# WHAT IS REQUIRED
Without changing a character, return the entries, but not the images they hold.

* * * * * * * * *

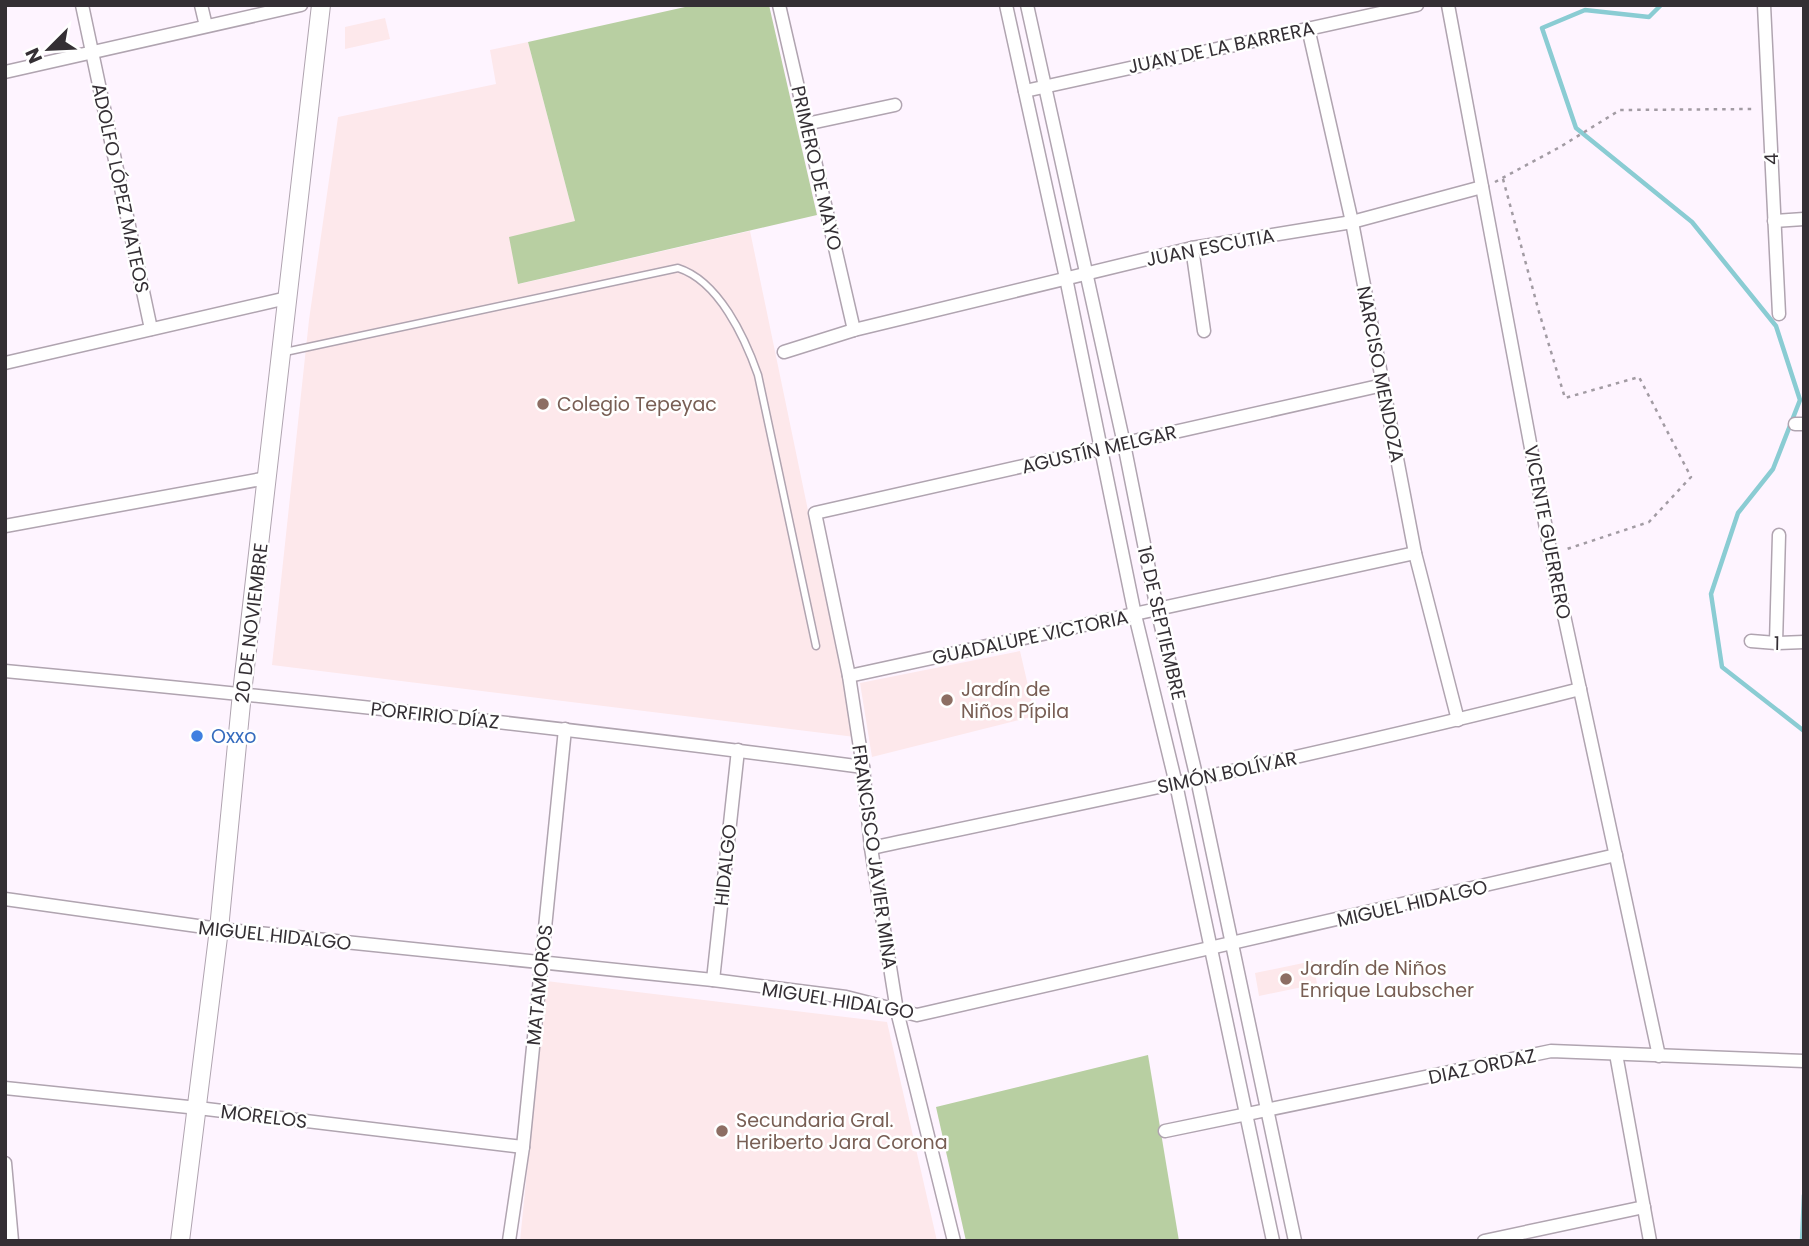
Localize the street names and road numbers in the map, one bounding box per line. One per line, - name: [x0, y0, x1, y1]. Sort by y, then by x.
- street label: JUAN DE LA BARRERA: [1125, 14, 1317, 80]
- street label: ADOLFO LÓPEZ MATEOS: [85, 81, 156, 295]
- street label: PRIMERO DE MAYO: [784, 83, 849, 253]
- street label: 4: [1758, 152, 1785, 165]
- street label: JUAN ESCUTIA: [1144, 222, 1277, 273]
- street label: NARCISO MENDOZA: [1350, 284, 1411, 465]
- street label: AGUSTÍN MELGAR: [1019, 419, 1179, 480]
- street label: VICENTE GUERRERO: [1517, 443, 1578, 622]
- street label: 20 DE NOVIEMBRE: [228, 541, 275, 705]
- street label: 16 DE SEPTIEMBRE: [1131, 543, 1192, 703]
- street label: GUADALUPE VICTORIA: [930, 603, 1131, 671]
- street label: 1: [1774, 630, 1780, 657]
- street label: PORFIRIO DÍAZ: [369, 695, 501, 736]
- street label: FRANCISCO JAVIER MINA: [845, 743, 904, 971]
- street label: SIMÓN BOLÍVAR: [1155, 744, 1299, 800]
- street label: HIDALGO: [708, 823, 743, 907]
- street label: MIGUEL HIDALGO: [1334, 873, 1490, 934]
- street label: MIGUEL HIDALGO: [197, 914, 353, 957]
- street label: MATAMOROS: [520, 923, 559, 1047]
- street label: MIGUEL HIDALGO: [760, 975, 916, 1026]
- street label: DIAZ ORDAZ: [1426, 1042, 1538, 1091]
- street label: MORELOS: [219, 1098, 309, 1135]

* * * * * * * * *

# REPLY
Localize the street names and road numbers in the map, one bounding box per line. One per line, - name: [x0, y0, x1, y1]. Sort by y, then by x.
- street label: JUAN DE LA BARRERA: [1125, 14, 1317, 80]
- street label: ADOLFO LÓPEZ MATEOS: [85, 81, 156, 295]
- street label: PRIMERO DE MAYO: [784, 83, 849, 253]
- street label: 4: [1758, 152, 1785, 165]
- street label: JUAN ESCUTIA: [1144, 222, 1277, 273]
- street label: NARCISO MENDOZA: [1350, 284, 1411, 465]
- street label: AGUSTÍN MELGAR: [1019, 419, 1179, 480]
- street label: VICENTE GUERRERO: [1517, 443, 1578, 622]
- street label: 20 DE NOVIEMBRE: [228, 541, 275, 705]
- street label: 16 DE SEPTIEMBRE: [1131, 543, 1192, 703]
- street label: GUADALUPE VICTORIA: [930, 603, 1131, 671]
- street label: 1: [1774, 630, 1780, 657]
- street label: PORFIRIO DÍAZ: [369, 695, 501, 736]
- street label: FRANCISCO JAVIER MINA: [845, 743, 904, 971]
- street label: SIMÓN BOLÍVAR: [1155, 744, 1299, 800]
- street label: HIDALGO: [708, 823, 743, 907]
- street label: MIGUEL HIDALGO: [1334, 873, 1490, 934]
- street label: MIGUEL HIDALGO: [197, 914, 353, 957]
- street label: MATAMOROS: [520, 923, 559, 1047]
- street label: MIGUEL HIDALGO: [760, 975, 916, 1026]
- street label: DIAZ ORDAZ: [1426, 1042, 1538, 1091]
- street label: MORELOS: [219, 1098, 309, 1135]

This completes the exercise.